Exploring Community Far Away from Home

By Jillian Hoenig, Shaalvim for Women
 
Does our unity make us a community, or does our being a community unite us?
 
What does it mean to be a community?
 
To be a state?
 
To be a nation?
 
What connection do we have with one another? 
 
 My friend Ariel and I were in Sanhedria looking to hail a cab.
 
I saw one coming down the road and signaled to it.
 
“Shalom, ma slomeich? (How are you)?” She said as we piled into the vehicle.
 
“Which cab company to you work for,” she said, gesturing towards the empty spot on the windshield where the name of a company should have been.
 
“What company do I work for? ANI OVED LACHEVRAH SHEL HAKADOSH BARUCH HU! (I work for the company of the holy One blessed be He)!”
 
I must add here that, with few exceptions, such a comment will send people running for the door.
 
I, unfortunately, was in a moving vehicle.
 
“Are you looking for a shidduch?”
 
“I’m not—but she is!” joked Ariel, motioning towards me.
 
I glared at her.  
 
“Great!

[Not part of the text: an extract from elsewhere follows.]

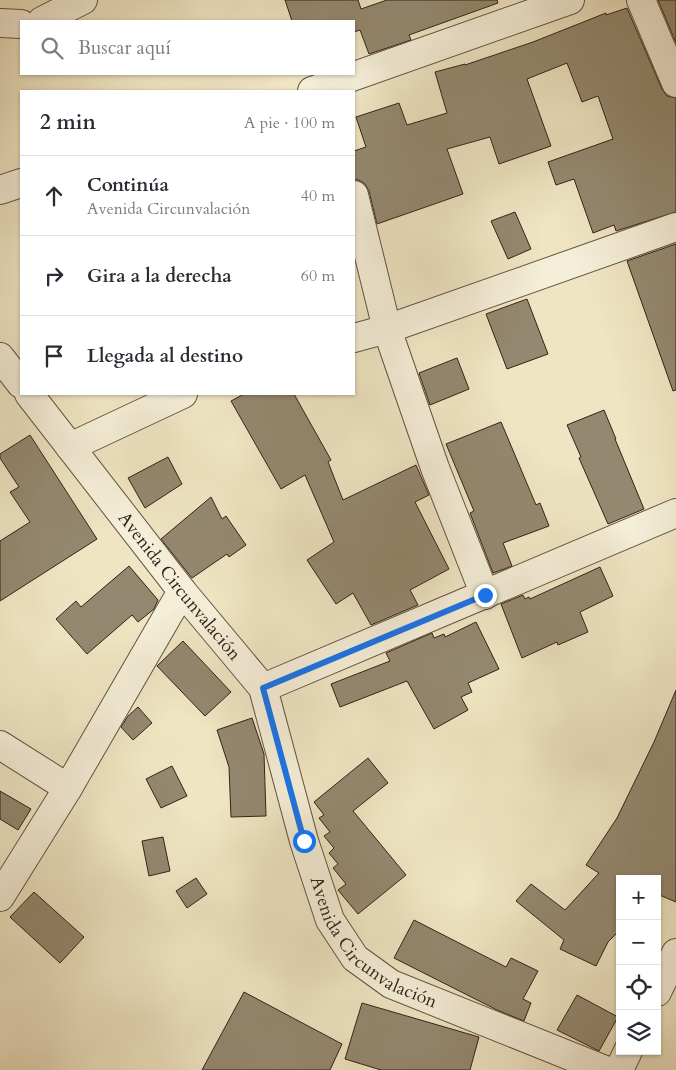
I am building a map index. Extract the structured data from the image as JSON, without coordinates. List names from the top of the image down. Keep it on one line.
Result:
{"streets":{"street":["Avenida Circunvalación"]},"page":{"search":"Buscar aquí","heading":["2 min","A pie · 100 m"],"list":[["Continúa","Avenida Circunvalación","40 m"],["Gira a la derecha","60 m"],"Llegada al destino"],"map_buttons":["+","−"]}}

I have a nephew who’s just about your age!”
 
The joke was apparently lost on our new friend. I began fumbling for the Hebrew words with which I could possibly explain to this man why I don’t want to marry his nephew right now.
 
“Ani choshevet sheani lo... (I don’t think that I’m)…”
 
“How old are you?”
 
“Eighteen?”
 
“Perfect! My nephew is twenty-seven! He’s very smart. He’s studying to become a doctor."
 
He handed me his business card. "Here's my number.”
 
This would not be the last time the two of us would get an interesting taste of Israel from the backseat of a cab.
 
“Malkha, bevakasha (Please take us to Malkha).”
 
The cab driver’s face lit up. “Gam ani meimalkha! (I am also from Malkha)!”
 
As we approached the neighborhood in question, he turned off the meter. He then proceeded to take us on a tour, the focus of which being his family lineage.
 
First, he showed us the apartment building where his grandmother had lived—then that of his parents—then his shul—and finally his own house, where we met his wife and two of his children. And, after a series of events only peripherally related to the cab ride, Ariel and I had become acquainted with his brother, brother-in-law, cousins, and a large portion of the extended family—many of whom were cab drivers who live in Malkha.
 
From that point on, whenever I would walk out of my building, I was likely to see one of our newfound friends waving at me from the window of a cab.
             
 
“Who are all these people?!” I would, at times, think to myself. This new kind of community perplexed me. What is a community? 
 
This time I was standing outside a bagel shop, and the woman standing next to me was voicing to me her take on what I realize now was, by coincidence, eerily interrelated to the question at hand.
 
“Listen,” the woman explained, “I don’t let my kids play outside in the street like these Israeli women do. I grew up in Brooklyn—I don’t trust anybody.”  
           
I was passing through an underground walkway, and I was drawn by the sight of a man who seemed to be dressed as Avraham Aveinu.
 
He was bent over and talking to a man lying on the ground with a blanket over his legs and a shopping cart by his feet. As I drew closer I saw the man dressed as a biblical character was just talking to the man on the ground.
 
About forty minutes later, I returned to the site to find the two men were still conversing. In every way he embodied the Avraham from the bible, (whom he was dressed up as).
 
He was performing hachnasat orchim, (welcoming guests), in the truest sense—not that he was welcoming this homeless man into his house, but, by creating a bond between himself and the man by simply conversing with him, he was drawing him into the fabric society.
          
Now and then I will reflect upon what the woman outside the bagel shop said to me.
 
But if ever I begin to believe it, I am promptly revisited by memories of all the people who welcomed me into and treated me as a part of their families—(figuratively, and sometimes literally).
 
 I still cannot be sure what it means to be a community. I expect there is no right answer.
 
But from time to time I remember all these people and the society that absorbed me eagerly and happily—these people who blurred the boundaries between neighbors and family members—and I miss them, as I would my family.